一緒に旅行を楽しめる人がいないという人は、高齢者向けのバスツアーなどに参加するのもひとつの手。おひとりさまツアーなら趣味の合う人と知り合う機会になるなど、人間関係を広げるきっかけになるかもしれません。

親子や3世代の交流の機会になる

高齢者の旅行は、子どもや孫と、世代を超えて交流する絶好のチャンスです。旅行中は、一緒に行ったことのない場所に行ったり、初めて目にするものを見たり、同じ部屋に泊まったりと、普段の帰省よりも濃密な非日常の時間が過ごせます。

「子どもや孫とどこどこに行った」「おじいちゃん、おばあちゃんとどこどこで○○をした」という記憶は長く色あせることがありません。

親御さんと離れて住んでいる場合、親と会うのは年に1~2回という人も少なくないでしょう。2世代、3世代が揃って旅行を楽しむ機会は思いのほか貴重です。高齢の親御さんとの旅行を考えている方は、「親と過ごせる時間は思っているほど長くない」ことを念頭に置いておきたいものですね。

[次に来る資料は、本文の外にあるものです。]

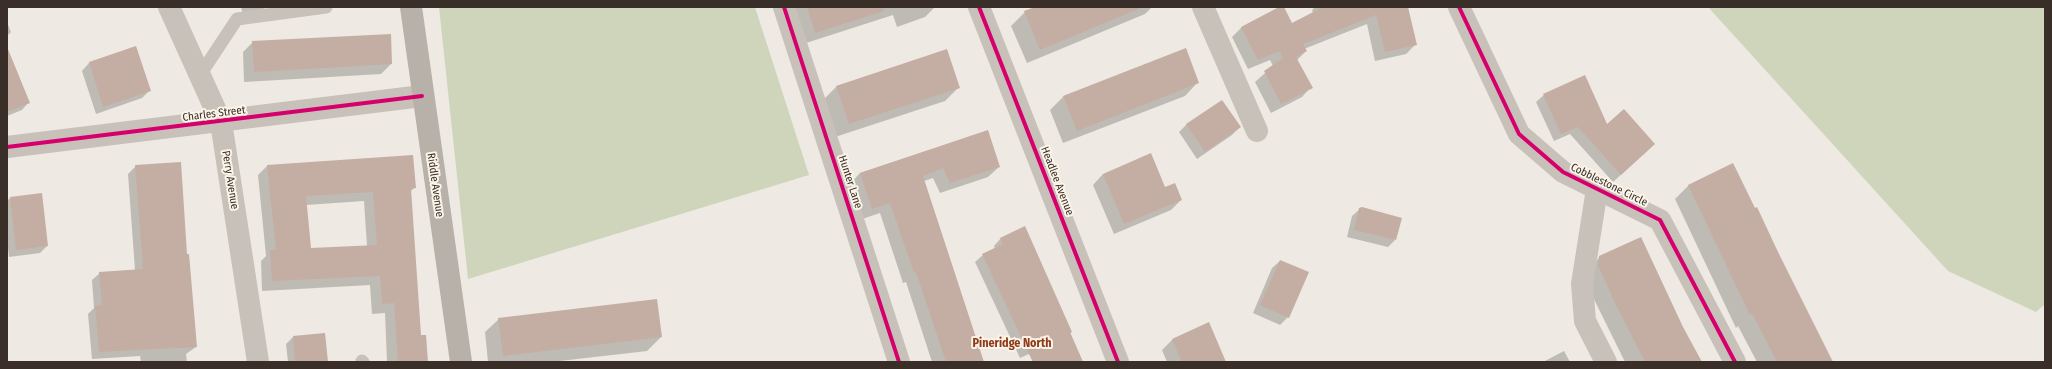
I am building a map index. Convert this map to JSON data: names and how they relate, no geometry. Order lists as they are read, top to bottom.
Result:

3世代旅行について詳しくは「3世代旅行の宿選びや旅行先選びのポイントとは」をご覧ください。

シニア割引が期待できる

シニア割引でお得に旅行ができるのも、高齢の方にとっては嬉しいポイントです。観光スポットの入場料だけでなく、鉄道や飛行機などの公共交通機関にもシニア割引があるほか、一部のホテルや旅館でも、シニア割引プランが設定されていることがあります。

代表的なシニア割引としてJR東日本・JR北海道の「大人の休日倶楽部ジパング」、JR6社の「ジパング倶楽部」があります。「大人の休日倶楽部」は男性65歳以上、女性60歳以上(2024年4月1日からは男女ともに65歳以上)から申し込め、JR東日本とJR北海道の切符が何回でも30%割引になるサービスです。一方の「ジパング倶楽部」は、全国のJR線の切符が年間20回まで最大30%割引になるサービスで、男性65歳以上、女性60歳以上(2024年4月1日からは男女ともに65歳以上)から申し込みが可能です。

また、航空会社もシニア向けのお得な運賃を設定しており、満65歳以上の方だけが利用できる「ANAスマートシニア空割」「JAL当日シルバー」などがあります。

4. 高齢者の旅行で楽しみやすいスポット例

「久しぶりに旅行をしたいけど、どこに行こうか迷っている」という高齢者の方や高齢の親御さんを旅行に連れて行きたいけどどこに行ったらいいかわからない」という方に向けて、高齢者の旅行におすすめの観光地の一部をご紹介します。

北海道(旭山動物園、美瑛など)

白金青い池
<出典:写真AC

広大な大地に豊かな自然...日常を離れてゆったりとした気持ちに浸れるのが北海道の魅力。普段なかなか見られない、スケールの大きい絶景を見たいときに最適の旅行先です。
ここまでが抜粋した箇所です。